So what makes this love-team so liked and admired by many despite its simple plot?

You have an ordinary nanny (who loves dubbing songs in the segment of the show hence the name Yaya Dub) that enchants a handsome heartthrob (Alden Richards) despite the objections of a cruel stepmother in the persona of Lola Nidora (comedian Wally Bayola in drag).

Well, the immediate social reaction we can get is the obvious kilig or thoughtless giddy sensation we feel while watching this two lovebirds yet to be seen together. But at its core, we can further understand this phenomenon through the following social realities:

Mimesis

In Aristotle’s Poetics, he mentions that MIMESIS (or imitate) plays a vital role in a person’s appreciation of art. Aristotle believes that the replication or mimicry of nature or “real-life events” is very important so that its audience can relate to the message of art. The more accurate art reflects the true experience of an individual, the more he or she can be drawn to it.

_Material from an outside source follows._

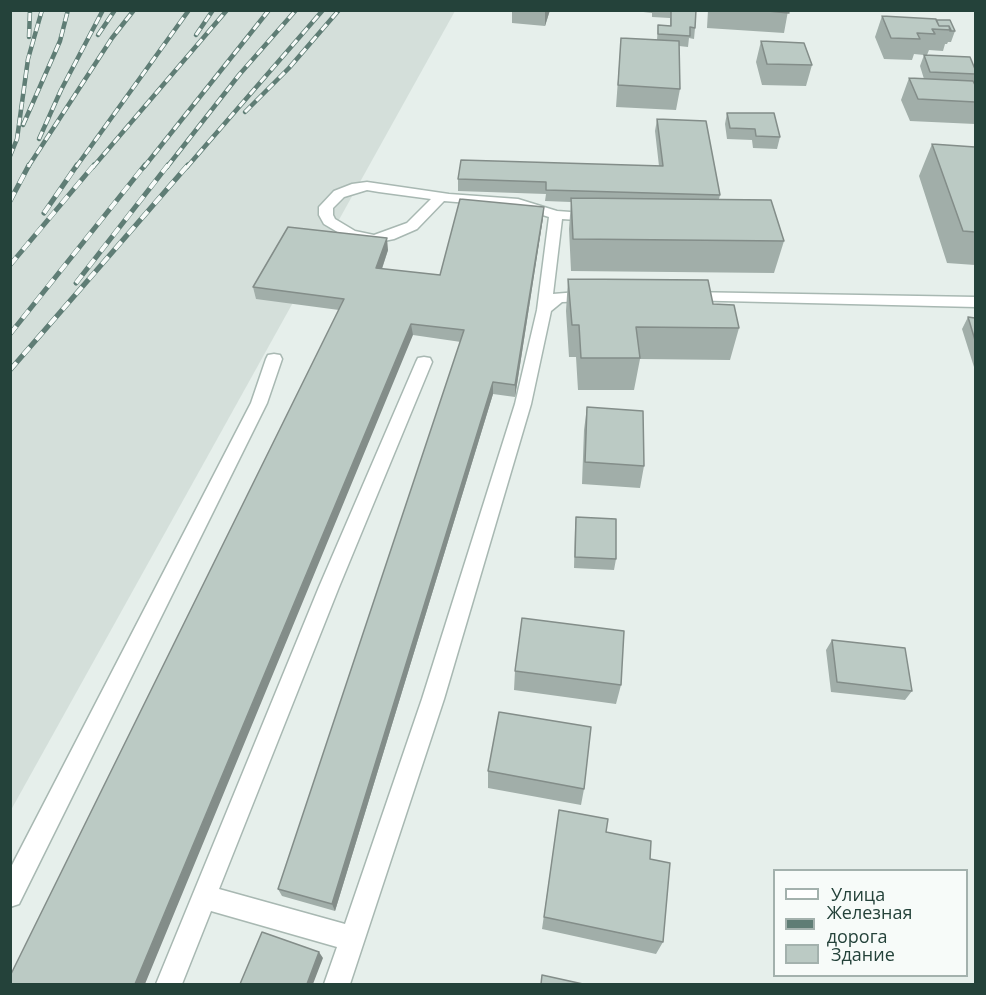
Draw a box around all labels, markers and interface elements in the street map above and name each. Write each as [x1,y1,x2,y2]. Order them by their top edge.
legend [773,869,968,977]
text: Улица [831,882,885,906]
text: Железная дорога [827,900,912,948]
text: Здание [831,942,895,966]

Any struggling Filipino can surely relate to the “power-play” of this heartless old woman who tries to rule over this poor and helpless damsel in distress, who in turn, hopes that her handsome prince will finally take her and keep his promise of love and happily ever after.

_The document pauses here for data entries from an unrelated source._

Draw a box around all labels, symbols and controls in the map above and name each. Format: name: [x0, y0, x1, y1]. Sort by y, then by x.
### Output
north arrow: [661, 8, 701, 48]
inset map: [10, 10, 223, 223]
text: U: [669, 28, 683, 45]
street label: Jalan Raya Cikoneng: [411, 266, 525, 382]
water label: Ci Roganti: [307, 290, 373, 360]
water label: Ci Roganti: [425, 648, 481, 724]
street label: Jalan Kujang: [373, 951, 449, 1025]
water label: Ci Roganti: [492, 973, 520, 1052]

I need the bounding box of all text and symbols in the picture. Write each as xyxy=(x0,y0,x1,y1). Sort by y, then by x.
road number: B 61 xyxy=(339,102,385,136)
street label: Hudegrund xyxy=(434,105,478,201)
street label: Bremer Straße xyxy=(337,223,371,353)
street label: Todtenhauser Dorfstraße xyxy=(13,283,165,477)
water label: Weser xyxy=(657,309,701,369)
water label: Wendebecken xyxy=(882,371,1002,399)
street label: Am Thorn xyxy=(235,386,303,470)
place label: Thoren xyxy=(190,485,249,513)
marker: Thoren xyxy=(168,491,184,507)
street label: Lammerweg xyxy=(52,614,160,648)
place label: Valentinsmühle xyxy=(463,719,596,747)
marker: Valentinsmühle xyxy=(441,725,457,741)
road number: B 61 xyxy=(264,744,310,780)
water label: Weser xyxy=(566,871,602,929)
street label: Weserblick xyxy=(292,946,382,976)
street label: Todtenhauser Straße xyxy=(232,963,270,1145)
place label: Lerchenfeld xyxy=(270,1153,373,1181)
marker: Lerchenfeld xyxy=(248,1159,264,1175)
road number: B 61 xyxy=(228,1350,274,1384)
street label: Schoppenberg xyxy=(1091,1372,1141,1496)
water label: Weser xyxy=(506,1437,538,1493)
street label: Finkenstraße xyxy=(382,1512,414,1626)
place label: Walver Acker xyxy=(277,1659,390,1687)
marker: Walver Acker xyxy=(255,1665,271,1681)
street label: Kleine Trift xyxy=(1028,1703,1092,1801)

By the way, I may sound old school and antagonistic by agreeing with Lola Nidora when she asserts the need for Alden to prove his love by performing tough chores (pamamanhikan) but I am believer that love that “easily comes … easily goes”.

AlDub’s love for each other will only last forever if it can endure this “true tests of love” as laid down by Lola Nidora.

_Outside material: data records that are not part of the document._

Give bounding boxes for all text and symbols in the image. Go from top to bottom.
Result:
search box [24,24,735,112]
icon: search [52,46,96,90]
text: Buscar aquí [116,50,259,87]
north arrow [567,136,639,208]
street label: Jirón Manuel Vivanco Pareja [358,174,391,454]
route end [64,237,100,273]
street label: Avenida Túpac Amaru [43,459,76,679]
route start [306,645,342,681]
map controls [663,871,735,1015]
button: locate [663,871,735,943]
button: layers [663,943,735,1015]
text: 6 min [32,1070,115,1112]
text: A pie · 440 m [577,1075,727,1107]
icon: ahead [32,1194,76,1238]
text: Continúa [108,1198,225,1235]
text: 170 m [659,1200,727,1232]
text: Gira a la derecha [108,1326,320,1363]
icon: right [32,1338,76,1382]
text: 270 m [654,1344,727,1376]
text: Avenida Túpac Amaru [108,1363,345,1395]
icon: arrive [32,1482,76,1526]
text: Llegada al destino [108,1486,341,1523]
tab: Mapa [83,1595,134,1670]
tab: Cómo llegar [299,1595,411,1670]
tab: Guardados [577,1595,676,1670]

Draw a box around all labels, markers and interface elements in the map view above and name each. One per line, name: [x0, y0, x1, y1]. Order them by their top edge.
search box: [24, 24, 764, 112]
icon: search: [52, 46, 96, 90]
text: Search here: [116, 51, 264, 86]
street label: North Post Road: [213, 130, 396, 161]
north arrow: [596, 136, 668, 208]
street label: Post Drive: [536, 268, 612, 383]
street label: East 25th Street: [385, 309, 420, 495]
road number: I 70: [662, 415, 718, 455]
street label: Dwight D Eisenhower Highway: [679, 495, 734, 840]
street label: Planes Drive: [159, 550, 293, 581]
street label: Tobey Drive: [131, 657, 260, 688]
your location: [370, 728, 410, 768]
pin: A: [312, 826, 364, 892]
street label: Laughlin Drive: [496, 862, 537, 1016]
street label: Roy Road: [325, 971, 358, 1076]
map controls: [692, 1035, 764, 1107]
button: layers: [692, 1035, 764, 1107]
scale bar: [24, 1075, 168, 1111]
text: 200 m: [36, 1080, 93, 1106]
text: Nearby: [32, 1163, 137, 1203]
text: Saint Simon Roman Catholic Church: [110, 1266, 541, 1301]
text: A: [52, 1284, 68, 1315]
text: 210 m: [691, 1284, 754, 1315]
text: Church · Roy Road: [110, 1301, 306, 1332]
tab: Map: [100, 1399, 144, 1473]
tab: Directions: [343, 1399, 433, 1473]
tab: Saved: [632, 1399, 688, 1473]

Hope and hopeful anticipation

Though many feminists would see it on the negative side (e.g. a woman’s fear of independence reflected by the unconscious desire to be taken care of by others), Yaya Dub’s Cinderella-like anticipation of finally meeting her Prince Alden (in all its rosy romantic images and ideals) brings a sense of Hope to all watching.

This sense of hope comes from the desire that despite all challenges and obstacles things would still come out for the best. To eloquently put it, “The most beautiful people we have known are those who have known defeat, known suffering, known struggle, known loss, and have found their way out of the depths. These persons have an appreciation, a sensitivity, and an understanding of life that fills them with compassion, gentleness, and a deep loving concern” (Elisabeth Kubler-Ross).

Another sense of hope this love-team brings is “finding a diamond in the rough.” This expression found meaning in the persona of Yaya Dub. It means that even though a person has talent, characteristic or quality that are not evident to others due to one’s rough and undeveloped exterior, he or she still has the possibility of being discovered by someone with the social gravitas like Alden Richards.

And, all those seeing this possibility are endowed by this deep sense of hope that someday his or her untapped potential or quality may likewise be discovered, nurtured and refined by those like Alden.

By way of concluding this article, allow me to postulate a “gentle reminder” to the parents and adults supervising their children’s viewing of this Split-Screen TV Romance.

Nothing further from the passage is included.